Record extracts Block Start
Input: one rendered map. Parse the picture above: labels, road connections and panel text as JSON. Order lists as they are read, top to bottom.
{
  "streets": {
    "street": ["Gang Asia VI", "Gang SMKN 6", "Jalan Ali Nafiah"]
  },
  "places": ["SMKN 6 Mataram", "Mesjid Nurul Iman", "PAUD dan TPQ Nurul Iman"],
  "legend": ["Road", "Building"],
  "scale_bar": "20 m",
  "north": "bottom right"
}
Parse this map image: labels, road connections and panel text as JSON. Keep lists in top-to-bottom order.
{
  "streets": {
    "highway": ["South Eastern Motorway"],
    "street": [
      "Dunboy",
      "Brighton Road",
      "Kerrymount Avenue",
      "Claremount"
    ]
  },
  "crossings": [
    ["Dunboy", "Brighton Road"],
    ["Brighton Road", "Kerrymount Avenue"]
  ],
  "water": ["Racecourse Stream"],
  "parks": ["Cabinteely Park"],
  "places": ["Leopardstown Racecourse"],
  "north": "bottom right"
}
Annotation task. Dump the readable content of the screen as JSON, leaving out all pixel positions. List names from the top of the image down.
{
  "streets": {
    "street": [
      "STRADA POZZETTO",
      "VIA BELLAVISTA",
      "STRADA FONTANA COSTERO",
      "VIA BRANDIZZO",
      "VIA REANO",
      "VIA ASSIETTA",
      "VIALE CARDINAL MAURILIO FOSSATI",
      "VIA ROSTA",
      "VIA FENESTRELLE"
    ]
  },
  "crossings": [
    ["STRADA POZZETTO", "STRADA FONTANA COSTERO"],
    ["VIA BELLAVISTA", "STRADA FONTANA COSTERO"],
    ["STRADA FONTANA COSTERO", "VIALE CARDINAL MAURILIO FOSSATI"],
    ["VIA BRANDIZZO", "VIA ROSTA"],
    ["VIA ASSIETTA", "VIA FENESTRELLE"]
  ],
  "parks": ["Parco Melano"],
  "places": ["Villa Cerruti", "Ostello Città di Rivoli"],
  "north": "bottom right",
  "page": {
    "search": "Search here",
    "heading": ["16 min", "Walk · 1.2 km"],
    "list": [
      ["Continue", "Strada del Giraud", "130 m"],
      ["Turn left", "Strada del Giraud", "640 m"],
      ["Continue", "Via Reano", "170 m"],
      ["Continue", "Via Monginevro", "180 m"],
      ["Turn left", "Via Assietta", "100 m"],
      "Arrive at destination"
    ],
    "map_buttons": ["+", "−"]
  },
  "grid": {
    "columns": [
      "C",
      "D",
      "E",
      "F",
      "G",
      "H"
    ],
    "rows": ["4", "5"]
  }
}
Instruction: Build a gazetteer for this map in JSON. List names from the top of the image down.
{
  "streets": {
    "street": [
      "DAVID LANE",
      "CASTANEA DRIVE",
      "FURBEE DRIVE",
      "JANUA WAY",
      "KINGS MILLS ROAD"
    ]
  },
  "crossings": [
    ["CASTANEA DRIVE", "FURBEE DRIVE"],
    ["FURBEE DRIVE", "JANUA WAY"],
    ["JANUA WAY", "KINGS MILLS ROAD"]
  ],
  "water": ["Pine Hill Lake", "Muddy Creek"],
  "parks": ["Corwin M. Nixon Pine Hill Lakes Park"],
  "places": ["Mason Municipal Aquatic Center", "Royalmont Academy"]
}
Record extracts Block End
> **What you will do**
The entries shown above must be reproduced in full, exactly as written.

> **Result**
Input: one rendered map. Parse the picture above: labels, road connections and panel text as JSON. Order lists as they are read, top to bottom.
{
  "streets": {
    "street": ["Gang Asia VI", "Gang SMKN 6", "Jalan Ali Nafiah"]
  },
  "places": ["SMKN 6 Mataram", "Mesjid Nurul Iman", "PAUD dan TPQ Nurul Iman"],
  "legend": ["Road", "Building"],
  "scale_bar": "20 m",
  "north": "bottom right"
}
Parse this map image: labels, road connections and panel text as JSON. Keep lists in top-to-bottom order.
{
  "streets": {
    "highway": ["South Eastern Motorway"],
    "street": [
      "Dunboy",
      "Brighton Road",
      "Kerrymount Avenue",
      "Claremount"
    ]
  },
  "crossings": [
    ["Dunboy", "Brighton Road"],
    ["Brighton Road", "Kerrymount Avenue"]
  ],
  "water": ["Racecourse Stream"],
  "parks": ["Cabinteely Park"],
  "places": ["Leopardstown Racecourse"],
  "north": "bottom right"
}
Annotation task. Dump the readable content of the screen as JSON, leaving out all pixel positions. List names from the top of the image down.
{
  "streets": {
    "street": [
      "STRADA POZZETTO",
      "VIA BELLAVISTA",
      "STRADA FONTANA COSTERO",
      "VIA BRANDIZZO",
      "VIA REANO",
      "VIA ASSIETTA",
      "VIALE CARDINAL MAURILIO FOSSATI",
      "VIA ROSTA",
      "VIA FENESTRELLE"
    ]
  },
  "crossings": [
    ["STRADA POZZETTO", "STRADA FONTANA COSTERO"],
    ["VIA BELLAVISTA", "STRADA FONTANA COSTERO"],
    ["STRADA FONTANA COSTERO", "VIALE CARDINAL MAURILIO FOSSATI"],
    ["VIA BRANDIZZO", "VIA ROSTA"],
    ["VIA ASSIETTA", "VIA FENESTRELLE"]
  ],
  "parks": ["Parco Melano"],
  "places": ["Villa Cerruti", "Ostello Città di Rivoli"],
  "north": "bottom right",
  "page": {
    "search": "Search here",
    "heading": ["16 min", "Walk · 1.2 km"],
    "list": [
      ["Continue", "Strada del Giraud", "130 m"],
      ["Turn left", "Strada del Giraud", "640 m"],
      ["Continue", "Via Reano", "170 m"],
      ["Continue", "Via Monginevro", "180 m"],
      ["Turn left", "Via Assietta", "100 m"],
      "Arrive at destination"
    ],
    "map_buttons": ["+", "−"]
  },
  "grid": {
    "columns": [
      "C",
      "D",
      "E",
      "F",
      "G",
      "H"
    ],
    "rows": ["4", "5"]
  }
}
Instruction: Build a gazetteer for this map in JSON. List names from the top of the image down.
{
  "streets": {
    "street": [
      "DAVID LANE",
      "CASTANEA DRIVE",
      "FURBEE DRIVE",
      "JANUA WAY",
      "KINGS MILLS ROAD"
    ]
  },
  "crossings": [
    ["CASTANEA DRIVE", "FURBEE DRIVE"],
    ["FURBEE DRIVE", "JANUA WAY"],
    ["JANUA WAY", "KINGS MILLS ROAD"]
  ],
  "water": ["Pine Hill Lake", "Muddy Creek"],
  "parks": ["Corwin M. Nixon Pine Hill Lakes Park"],
  "places": ["Mason Municipal Aquatic Center", "Royalmont Academy"]
}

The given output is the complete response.